◆ Saved data entries
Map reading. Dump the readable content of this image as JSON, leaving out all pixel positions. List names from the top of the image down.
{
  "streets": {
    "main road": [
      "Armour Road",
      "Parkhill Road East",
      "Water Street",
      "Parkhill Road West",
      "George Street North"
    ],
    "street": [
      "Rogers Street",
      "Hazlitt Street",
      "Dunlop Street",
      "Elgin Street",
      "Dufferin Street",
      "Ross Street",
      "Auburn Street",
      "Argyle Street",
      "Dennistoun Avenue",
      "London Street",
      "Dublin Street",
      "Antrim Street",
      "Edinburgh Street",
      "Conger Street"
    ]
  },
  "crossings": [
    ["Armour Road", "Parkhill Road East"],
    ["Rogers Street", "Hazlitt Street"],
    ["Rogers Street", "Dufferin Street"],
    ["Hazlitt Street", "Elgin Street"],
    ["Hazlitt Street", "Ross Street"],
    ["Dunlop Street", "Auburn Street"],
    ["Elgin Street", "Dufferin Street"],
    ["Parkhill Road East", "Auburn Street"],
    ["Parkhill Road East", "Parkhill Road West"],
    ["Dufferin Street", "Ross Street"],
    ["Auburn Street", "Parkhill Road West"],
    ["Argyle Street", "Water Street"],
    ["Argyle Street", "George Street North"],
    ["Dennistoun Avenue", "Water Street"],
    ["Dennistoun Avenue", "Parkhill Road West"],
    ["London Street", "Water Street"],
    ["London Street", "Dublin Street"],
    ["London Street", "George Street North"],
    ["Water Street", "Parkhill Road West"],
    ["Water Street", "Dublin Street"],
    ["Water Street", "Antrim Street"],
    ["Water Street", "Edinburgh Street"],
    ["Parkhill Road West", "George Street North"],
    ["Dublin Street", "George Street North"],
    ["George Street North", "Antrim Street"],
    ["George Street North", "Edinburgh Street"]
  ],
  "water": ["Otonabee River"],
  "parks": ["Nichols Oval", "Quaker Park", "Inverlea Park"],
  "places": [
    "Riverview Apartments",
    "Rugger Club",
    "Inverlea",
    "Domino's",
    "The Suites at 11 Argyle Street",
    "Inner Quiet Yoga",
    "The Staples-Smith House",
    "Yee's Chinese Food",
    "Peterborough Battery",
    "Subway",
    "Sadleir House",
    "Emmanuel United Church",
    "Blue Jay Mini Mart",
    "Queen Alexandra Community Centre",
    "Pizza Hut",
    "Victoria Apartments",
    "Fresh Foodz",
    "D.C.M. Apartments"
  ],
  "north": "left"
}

◆ Directions
How many of the lines above hold the word "London"? State that number and nothing else.

◆ Reply
4